[Records from a dataset]:

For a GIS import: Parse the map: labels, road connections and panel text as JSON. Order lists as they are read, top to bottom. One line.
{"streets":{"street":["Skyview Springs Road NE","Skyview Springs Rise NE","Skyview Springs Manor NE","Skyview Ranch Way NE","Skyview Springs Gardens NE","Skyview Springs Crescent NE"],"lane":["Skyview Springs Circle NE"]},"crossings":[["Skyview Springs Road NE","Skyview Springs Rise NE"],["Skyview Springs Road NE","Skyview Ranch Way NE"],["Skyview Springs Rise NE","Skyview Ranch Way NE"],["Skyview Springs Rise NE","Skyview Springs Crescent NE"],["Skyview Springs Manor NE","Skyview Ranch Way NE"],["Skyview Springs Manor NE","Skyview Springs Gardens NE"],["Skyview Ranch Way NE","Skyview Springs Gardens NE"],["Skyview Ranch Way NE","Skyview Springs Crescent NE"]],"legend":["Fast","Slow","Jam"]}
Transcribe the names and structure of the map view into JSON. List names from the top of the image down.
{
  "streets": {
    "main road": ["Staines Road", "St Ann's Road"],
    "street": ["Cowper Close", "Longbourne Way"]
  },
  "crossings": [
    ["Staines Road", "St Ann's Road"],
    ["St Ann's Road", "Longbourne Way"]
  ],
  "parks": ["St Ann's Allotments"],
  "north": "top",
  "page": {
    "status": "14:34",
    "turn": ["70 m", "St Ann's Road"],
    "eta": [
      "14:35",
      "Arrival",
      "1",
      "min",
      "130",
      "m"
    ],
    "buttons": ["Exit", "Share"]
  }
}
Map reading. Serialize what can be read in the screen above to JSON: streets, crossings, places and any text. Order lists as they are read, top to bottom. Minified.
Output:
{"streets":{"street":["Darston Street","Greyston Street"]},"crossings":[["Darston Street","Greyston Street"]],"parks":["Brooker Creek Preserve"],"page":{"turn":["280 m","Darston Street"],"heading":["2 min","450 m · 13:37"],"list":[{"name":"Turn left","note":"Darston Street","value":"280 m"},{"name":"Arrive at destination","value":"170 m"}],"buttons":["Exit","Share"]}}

[WHAT YOU HAVE TO DO]:
Exactly as given, repeat each line above.

[SOLUTION TO THIS TASK]:
For a GIS import: Parse the map: labels, road connections and panel text as JSON. Order lists as they are read, top to bottom. One line.
{"streets":{"street":["Skyview Springs Road NE","Skyview Springs Rise NE","Skyview Springs Manor NE","Skyview Ranch Way NE","Skyview Springs Gardens NE","Skyview Springs Crescent NE"],"lane":["Skyview Springs Circle NE"]},"crossings":[["Skyview Springs Road NE","Skyview Springs Rise NE"],["Skyview Springs Road NE","Skyview Ranch Way NE"],["Skyview Springs Rise NE","Skyview Ranch Way NE"],["Skyview Springs Rise NE","Skyview Springs Crescent NE"],["Skyview Springs Manor NE","Skyview Ranch Way NE"],["Skyview Springs Manor NE","Skyview Springs Gardens NE"],["Skyview Ranch Way NE","Skyview Springs Gardens NE"],["Skyview Ranch Way NE","Skyview Springs Crescent NE"]],"legend":["Fast","Slow","Jam"]}
Transcribe the names and structure of the map view into JSON. List names from the top of the image down.
{
  "streets": {
    "main road": ["Staines Road", "St Ann's Road"],
    "street": ["Cowper Close", "Longbourne Way"]
  },
  "crossings": [
    ["Staines Road", "St Ann's Road"],
    ["St Ann's Road", "Longbourne Way"]
  ],
  "parks": ["St Ann's Allotments"],
  "north": "top",
  "page": {
    "status": "14:34",
    "turn": ["70 m", "St Ann's Road"],
    "eta": [
      "14:35",
      "Arrival",
      "1",
      "min",
      "130",
      "m"
    ],
    "buttons": ["Exit", "Share"]
  }
}
Map reading. Serialize what can be read in the screen above to JSON: streets, crossings, places and any text. Order lists as they are read, top to bottom. Minified.
Output:
{"streets":{"street":["Darston Street","Greyston Street"]},"crossings":[["Darston Street","Greyston Street"]],"parks":["Brooker Creek Preserve"],"page":{"turn":["280 m","Darston Street"],"heading":["2 min","450 m · 13:37"],"list":[{"name":"Turn left","note":"Darston Street","value":"280 m"},{"name":"Arrive at destination","value":"170 m"}],"buttons":["Exit","Share"]}}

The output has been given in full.